> Exercise instructions
Where does the word "Kalar" occur in the data below? Copy each line that holds it.

> Given data

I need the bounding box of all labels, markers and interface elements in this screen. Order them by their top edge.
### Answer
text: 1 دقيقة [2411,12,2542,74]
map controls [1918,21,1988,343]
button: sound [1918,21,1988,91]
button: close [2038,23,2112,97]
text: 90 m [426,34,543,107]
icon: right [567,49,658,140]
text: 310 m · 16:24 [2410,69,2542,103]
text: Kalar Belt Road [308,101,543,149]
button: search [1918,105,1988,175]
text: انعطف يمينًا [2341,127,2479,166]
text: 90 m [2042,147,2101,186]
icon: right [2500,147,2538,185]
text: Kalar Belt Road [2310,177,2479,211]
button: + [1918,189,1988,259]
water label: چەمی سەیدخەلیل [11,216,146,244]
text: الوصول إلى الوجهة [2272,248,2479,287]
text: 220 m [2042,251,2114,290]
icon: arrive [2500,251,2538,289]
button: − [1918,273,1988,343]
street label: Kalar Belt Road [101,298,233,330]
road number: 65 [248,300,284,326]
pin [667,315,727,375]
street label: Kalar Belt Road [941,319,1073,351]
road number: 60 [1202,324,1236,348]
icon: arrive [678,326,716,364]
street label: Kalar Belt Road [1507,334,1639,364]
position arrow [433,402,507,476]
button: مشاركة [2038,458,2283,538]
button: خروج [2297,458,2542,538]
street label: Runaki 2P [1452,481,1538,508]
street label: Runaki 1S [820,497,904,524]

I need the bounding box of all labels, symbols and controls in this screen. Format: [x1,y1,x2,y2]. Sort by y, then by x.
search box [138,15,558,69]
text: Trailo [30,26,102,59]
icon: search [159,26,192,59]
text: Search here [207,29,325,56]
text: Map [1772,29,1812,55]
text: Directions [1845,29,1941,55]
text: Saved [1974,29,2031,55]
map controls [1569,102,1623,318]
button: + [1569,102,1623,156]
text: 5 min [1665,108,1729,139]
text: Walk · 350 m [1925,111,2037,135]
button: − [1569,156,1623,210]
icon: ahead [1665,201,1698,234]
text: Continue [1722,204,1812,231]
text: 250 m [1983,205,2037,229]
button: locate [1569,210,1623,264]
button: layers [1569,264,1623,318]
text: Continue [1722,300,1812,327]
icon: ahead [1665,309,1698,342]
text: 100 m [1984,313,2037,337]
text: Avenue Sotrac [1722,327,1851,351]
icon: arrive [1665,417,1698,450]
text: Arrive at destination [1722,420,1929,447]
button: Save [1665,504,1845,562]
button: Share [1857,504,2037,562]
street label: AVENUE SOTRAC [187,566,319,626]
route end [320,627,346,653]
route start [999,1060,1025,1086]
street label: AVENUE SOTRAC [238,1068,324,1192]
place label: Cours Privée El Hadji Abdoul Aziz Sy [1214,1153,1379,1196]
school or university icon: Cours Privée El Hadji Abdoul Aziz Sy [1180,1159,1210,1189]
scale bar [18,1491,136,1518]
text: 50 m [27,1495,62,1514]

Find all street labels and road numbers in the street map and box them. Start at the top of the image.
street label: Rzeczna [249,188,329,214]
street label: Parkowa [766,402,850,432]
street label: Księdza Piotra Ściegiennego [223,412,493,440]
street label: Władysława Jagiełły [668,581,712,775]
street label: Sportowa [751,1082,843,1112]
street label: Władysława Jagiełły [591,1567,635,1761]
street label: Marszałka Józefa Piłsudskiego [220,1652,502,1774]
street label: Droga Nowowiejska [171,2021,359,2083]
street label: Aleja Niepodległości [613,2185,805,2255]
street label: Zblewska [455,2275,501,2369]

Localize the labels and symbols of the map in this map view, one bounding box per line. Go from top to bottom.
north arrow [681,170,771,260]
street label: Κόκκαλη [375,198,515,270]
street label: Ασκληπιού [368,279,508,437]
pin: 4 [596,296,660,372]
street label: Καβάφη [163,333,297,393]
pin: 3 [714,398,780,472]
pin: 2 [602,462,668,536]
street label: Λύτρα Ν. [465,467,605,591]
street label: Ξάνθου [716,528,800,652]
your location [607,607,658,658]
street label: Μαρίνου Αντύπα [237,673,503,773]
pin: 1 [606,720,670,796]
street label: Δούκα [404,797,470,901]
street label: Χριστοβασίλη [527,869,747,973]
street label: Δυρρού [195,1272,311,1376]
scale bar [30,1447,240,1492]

> Answer to this problem
text: Kalar Belt Road [308,101,543,149]
text: Kalar Belt Road [2310,177,2479,211]
street label: Kalar Belt Road [101,298,233,330]
street label: Kalar Belt Road [941,319,1073,351]
street label: Kalar Belt Road [1507,334,1639,364]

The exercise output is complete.